Mason's work in the area of ethics led the media to nickname him "the conscience of the profession." "His `Credo for CPAs' hangs in the offices of many CPAs as a reminder of the fundamentals of our profession," added Colson. 

Many of Mason's numerous essays and interviews expressed his concern over what he saw as a loss of auditor independence and the commercialization of a profession driven by profitability. Mason saw self-regulatory activities such as peer review, mandatory continuing education and ethics enforcement as the antidote to commercialization of the profession.

Mason joined the NYSSCPA in 1944 and served as its president from 1972 to 1973 and president of FAE from1974 to 1975. During his terms, he assembled a task force to provide peer review for members and proposed organizing the NYSSCPA's first annual trade show. Advocating for small- and medium-sized entities was a major objective of his presidency, and a theme that he continued to pursue over his life. As president, he formed a committee to study the extent of discrimination and displacement of local firms. He spoke out in particular against "low-balling" by the largest firms, or underbidding a smaller audit firm in order to attract clients for more lucrative audit work.

His record of service to the NYSSCPA includes decades of leadership positions and membership on committees, including the Large and Medium Sized Firms Practice Management, the Task Force on Professional Liability Insurance, Managing Partners and Member Benefits committees. The NYSSCPA honored Mason with its Distinguished Service Award in 1983 recognizing his outstanding leadership of the profession through publications, public service and other activities.

He founded the National Conference of CPA Practitioners and the Foundation for Accounting Practitioners, Inc., a provider of educational programs, with the aim of serving CPAs at small- and mid-sized firms. The Stan Ross Department of Accountancy at Baruch College agreed to continue the educational program in 2009.

Both Mason and his wife Claire graduated from Baruch College and actively donated to the college.
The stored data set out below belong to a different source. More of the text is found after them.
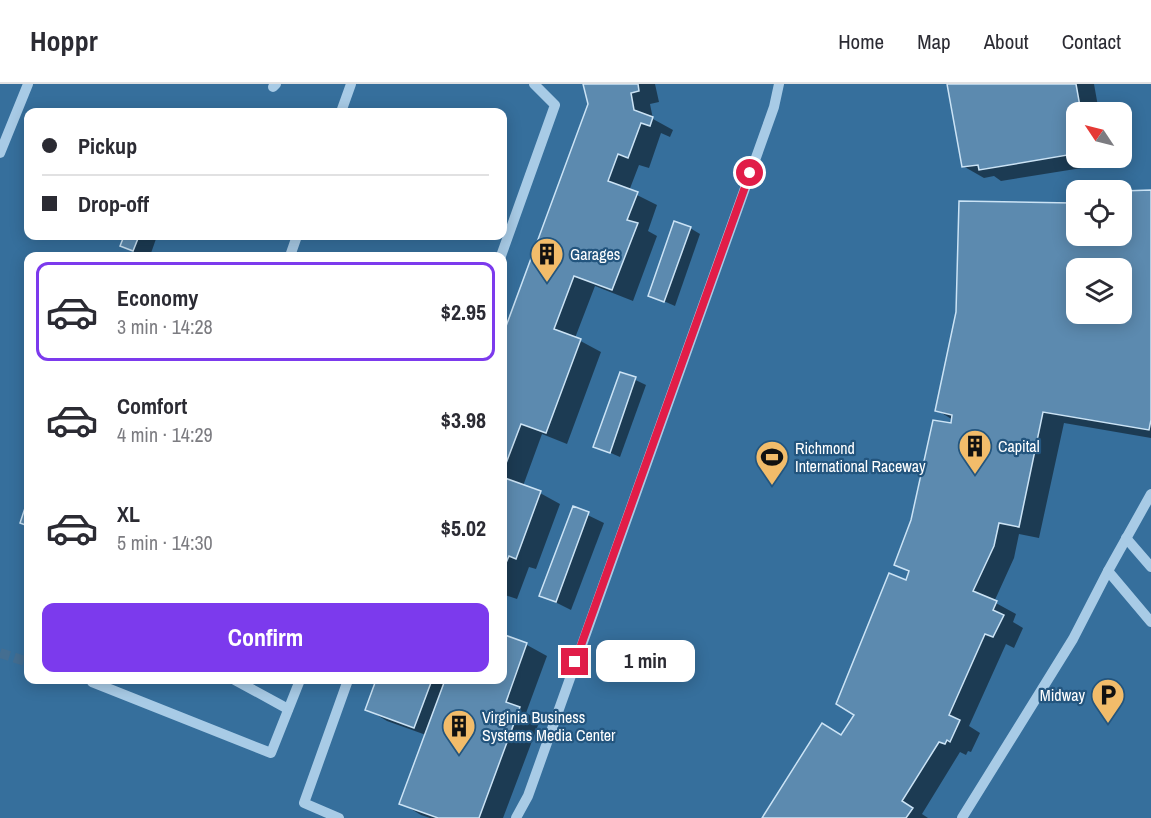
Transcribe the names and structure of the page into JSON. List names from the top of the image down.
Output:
{
  "places": {
    "building": ["Garages", "Capital", "Virginia Business Systems Media Center"],
    "sports": ["Richmond International Raceway"],
    "parking": ["Midway"]
  },
  "north": "top left",
  "page": {
    "header": "Hoppr",
    "nav": [
      "Home",
      "Map",
      "About",
      "Contact"
    ],
    "banner": ["Pickup", "Drop-off"],
    "list": [
      {
        "name": "Economy",
        "note": "3 min · 14:28",
        "value": "$2.95"
      },
      {
        "name": "Comfort",
        "note": "4 min · 14:29",
        "value": "$3.98"
      },
      {
        "name": "XL",
        "note": "5 min · 14:30",
        "value": "$5.02"
      }
    ],
    "buttons": "Confirm",
    "bubble": "1 min"
  }
}
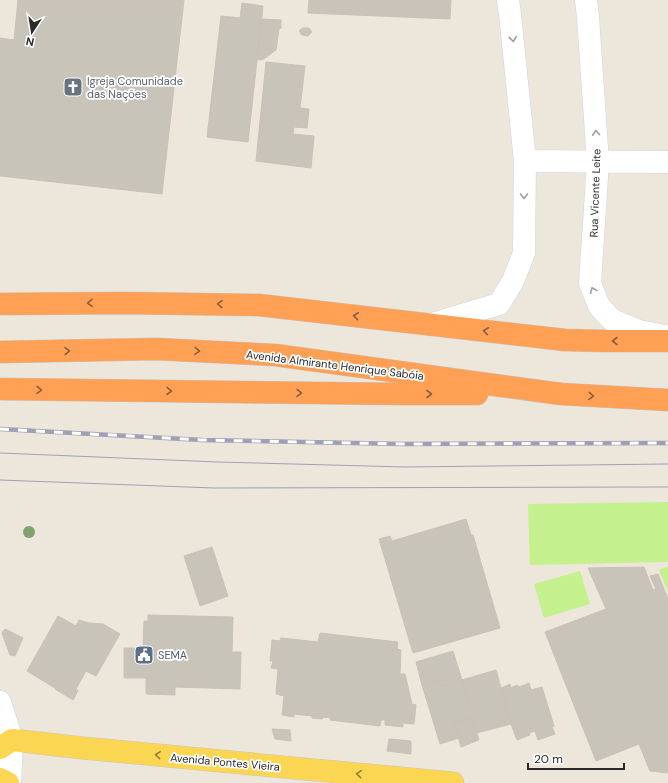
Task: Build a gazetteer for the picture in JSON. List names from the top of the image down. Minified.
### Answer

The Masons founded the Baruch College Fund in 1968 and Mason served as its first president and president emeritus. They endowed Baruch's Eli Mason Chair in Accountancy in 1992, and in 1996 the Masons funded restoration of an auditorium that became Mason Hall.

"His participation reflected his immense commitment to Baruch's role in preparing future generations of accountants," said John Elliott, Vice President and Dean of the Zicklin School of Business at Baruch.
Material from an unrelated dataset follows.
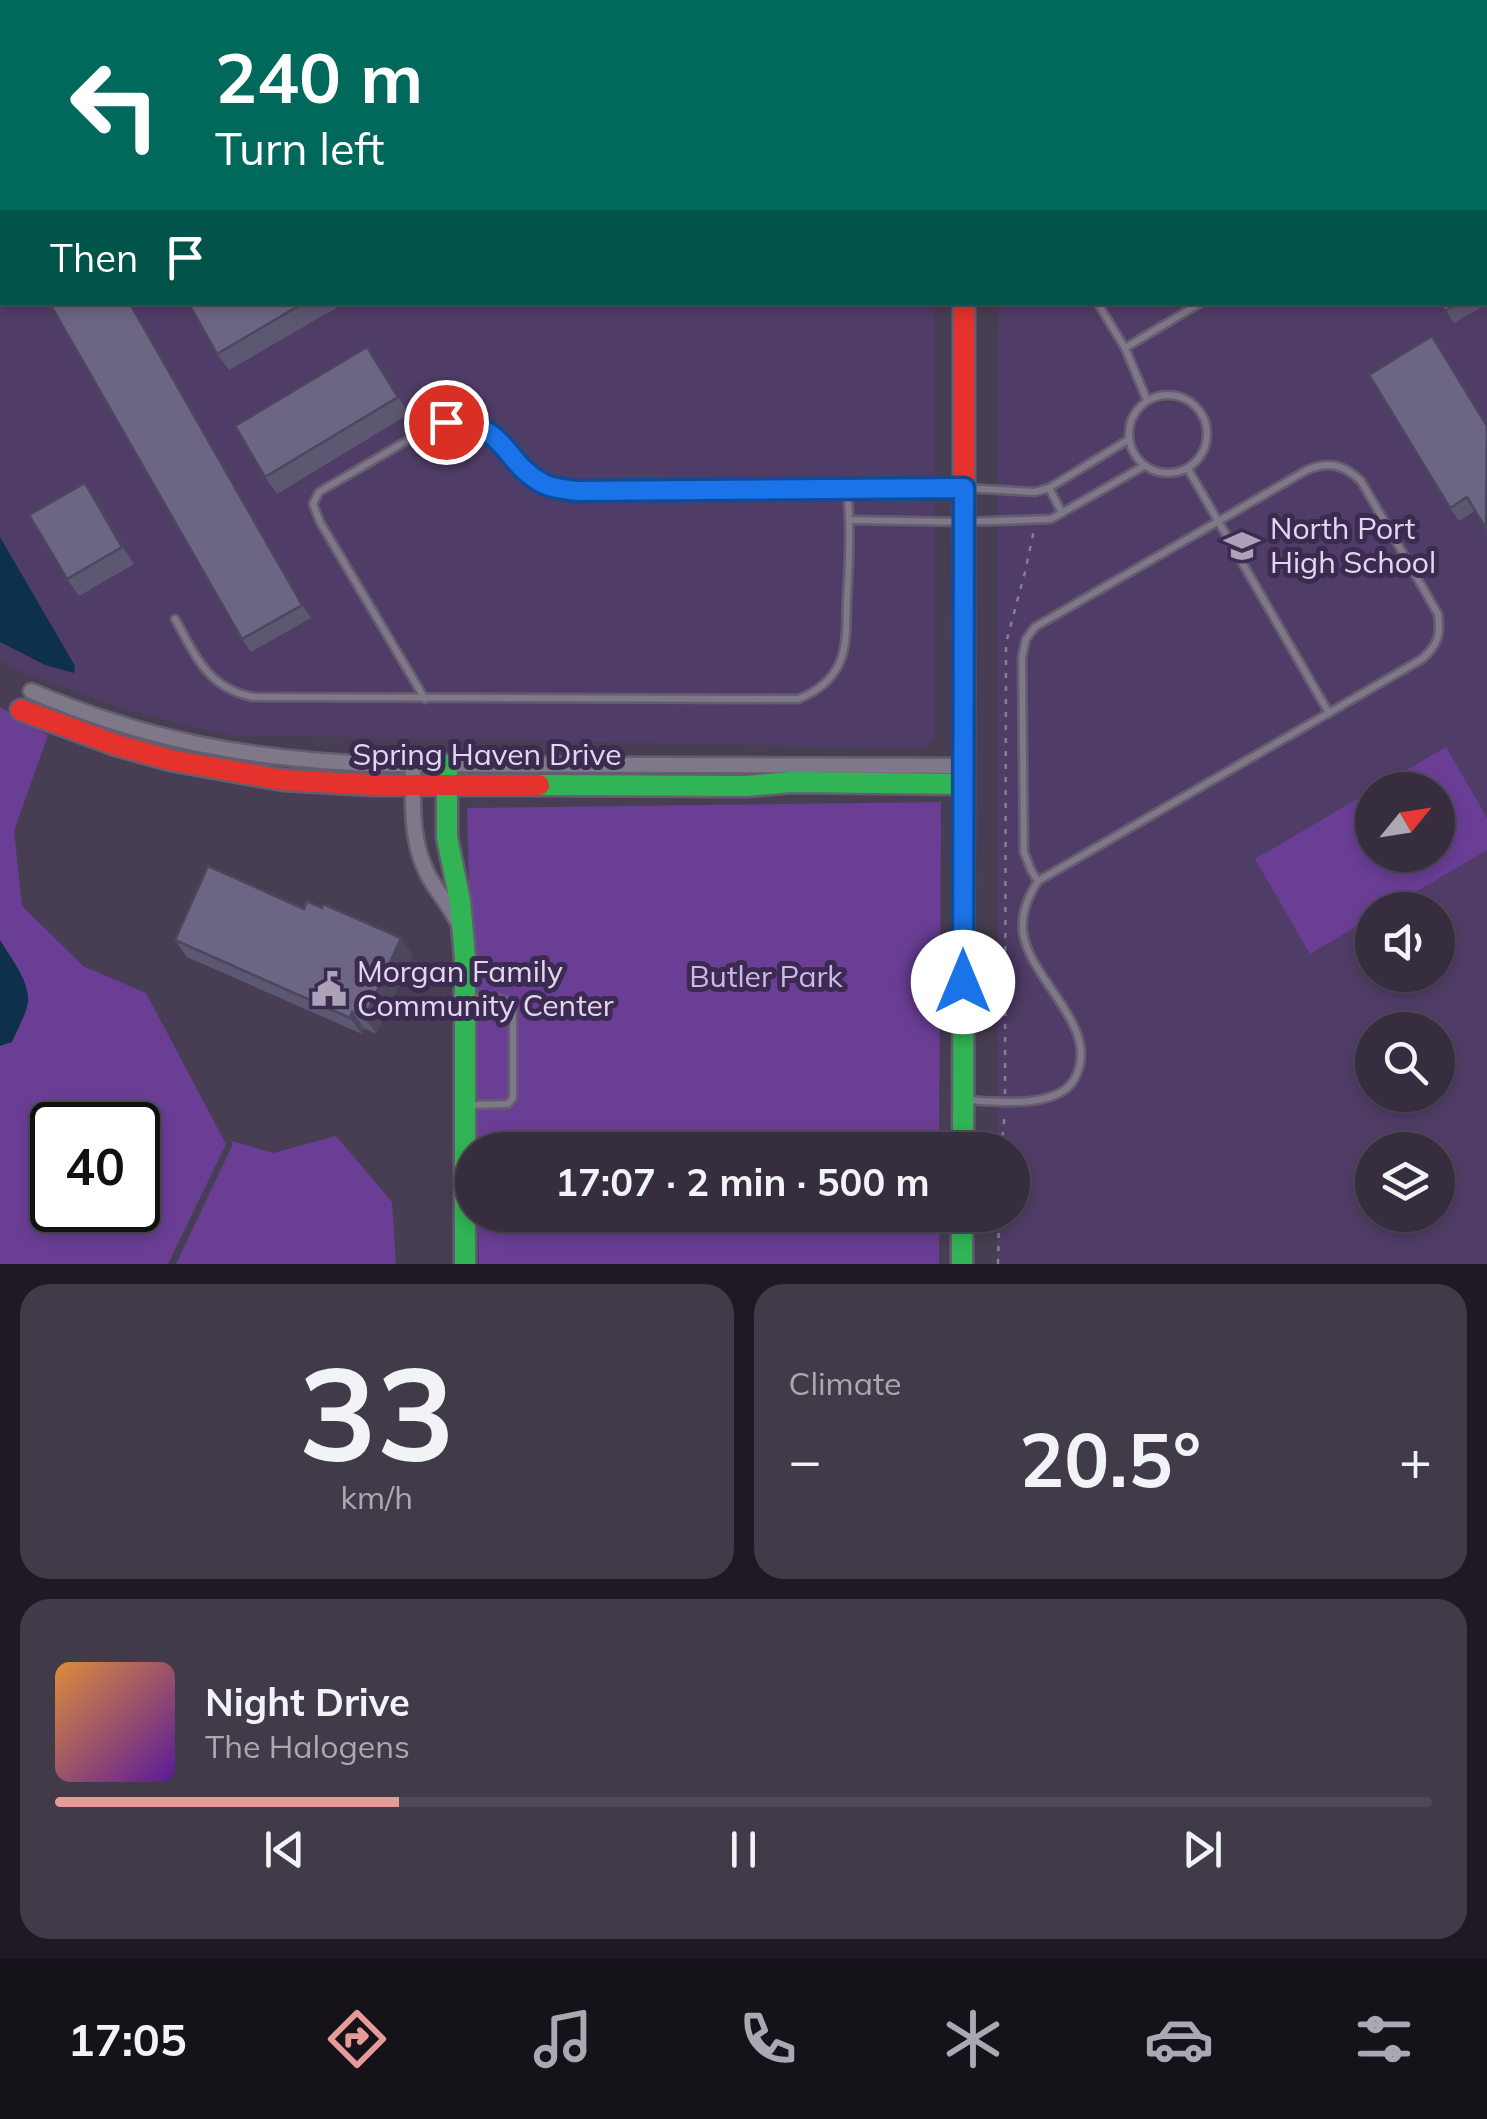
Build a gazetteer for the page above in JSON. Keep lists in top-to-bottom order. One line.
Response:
{"streets":{"street":["Spring Haven Drive"]},"parks":["Butler Park"],"places":{"school or university":["North Port High School"],"public building":["Morgan Family Community Center"]},"north":"top right","page":{"turn":["240 m","Turn left"],"then":"Then","limit":"40","trip":"17:07 · 2 min · 500 m","tile":[["33","km/h"],"Climate"],"heat":["−","20.5°","+"],"song":["Night Drive","The Halogens"],"tabs":"17:05"}}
Mason was a member of the State Board for Public Accountancy, an advisory group to the regulatory New York State Board of Regents, for 10 years during the 1970s and 1980s, chairing its board for two years. He was also vice president and council member of the American Institute of Certified Public Accountants. He was also a frequent contributor to the magazine Accounting Today, and his writings were published in several books.

Mason began his career at Klein, Hinds & Finke in 1940 in New York. He started his own firm, Mason & Co. (now part of J.H. Cohn LLP) and managed it through 2009.
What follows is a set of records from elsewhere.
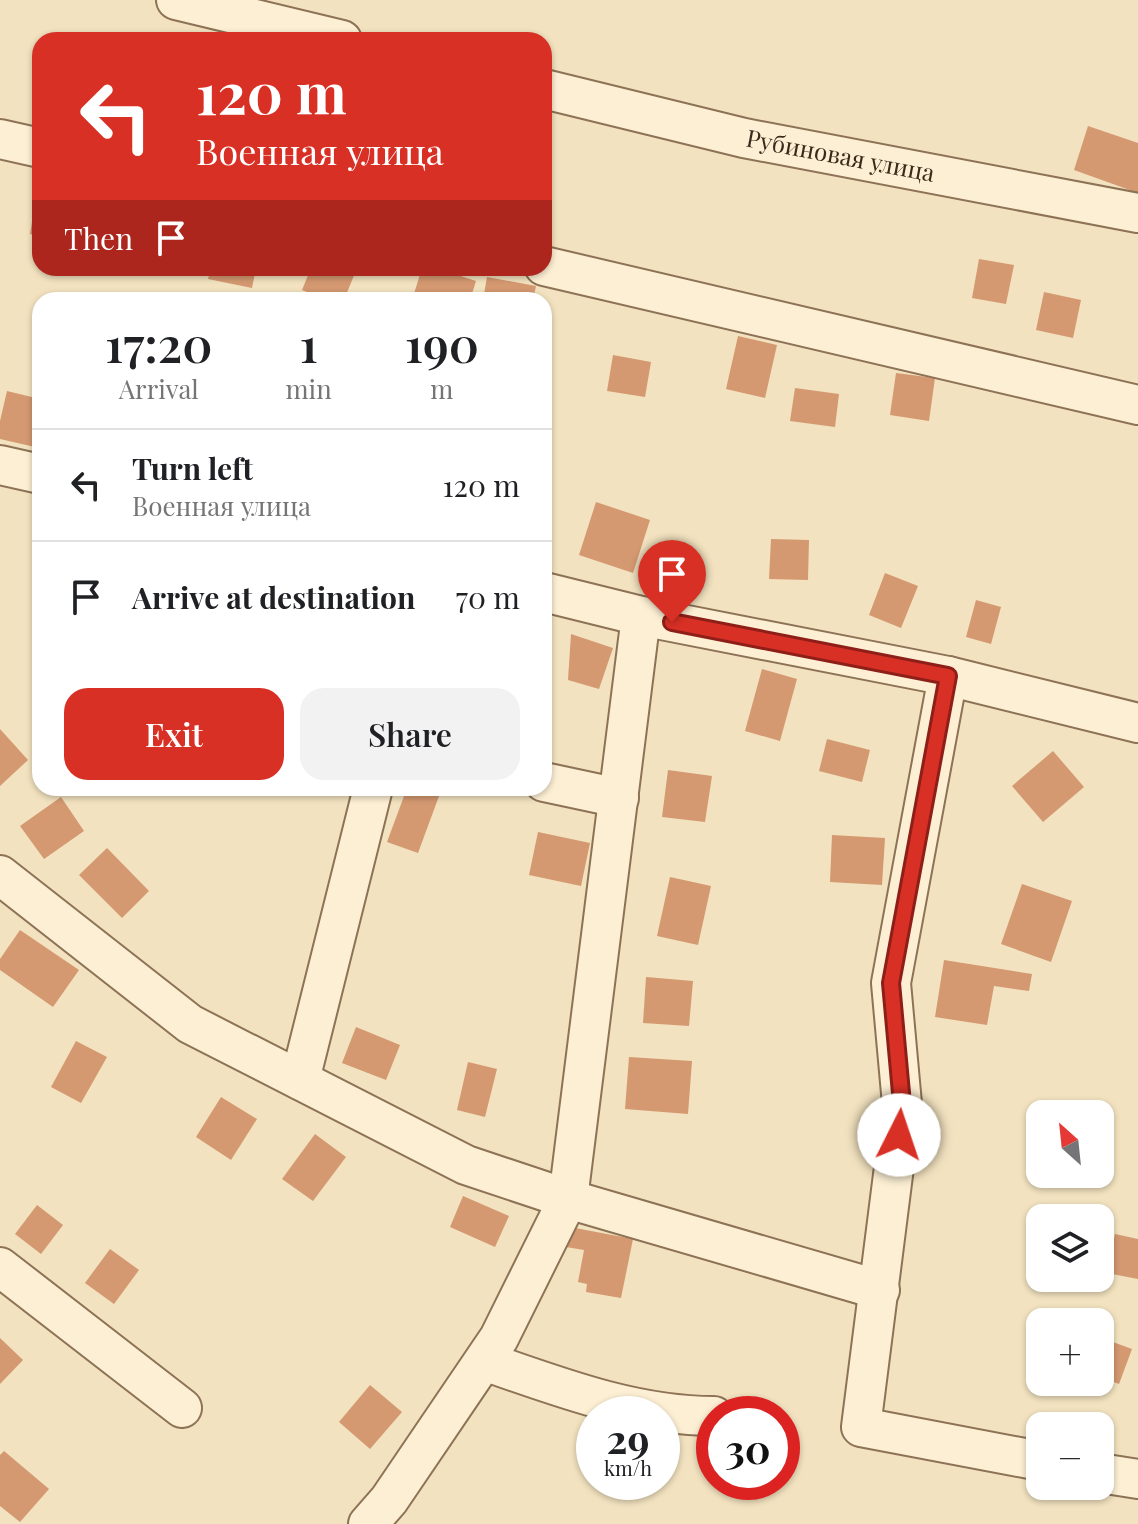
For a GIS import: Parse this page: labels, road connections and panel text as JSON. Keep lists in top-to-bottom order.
{
  "streets": {
    "street": ["Рубиновая улица"]
  },
  "north": "top left",
  "page": {
    "turn": ["120 m", "Военная улица"],
    "then": "Then",
    "eta": [
      "17:20",
      "Arrival",
      "1",
      "min",
      "190",
      "m"
    ],
    "list": [
      {
        "name": "Turn left",
        "note": "Военная улица",
        "value": "120 m"
      },
      {
        "name": "Arrive at destination",
        "value": "70 m"
      }
    ],
    "buttons": ["Exit", "Share"],
    "map_buttons": ["+", "−"],
    "speed": "29 km/h",
    "limit": "30"
  }
}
He received an Honorary Doctor of Humane Letters in 1978 from Baruch College and received its Distinguished Alumnus Award in 1987. The American Accounting Association honored him with its Exemplar Award for outstanding contributions to professional ethics in 2001.

Mason is survived by his wife, Claire, daughters Judith and Nina and their husbands, as well as grandchildren and great-grandchildren.

About the NYSSCPA:

Representing 28,000 CPAs, the New York State Society of Certified Public Accountants (NYSSCPA) is the oldest state accounting organization in the nation. Incorporated in 1897, the Society is a not-for-profit organization that seeks to establish and maintain high standards of integrity, honor, and character among certified public accountants. Its members are CPAs working in public practice, industry, government and education in a state that serves as the home of Wall Street and major financial institutions.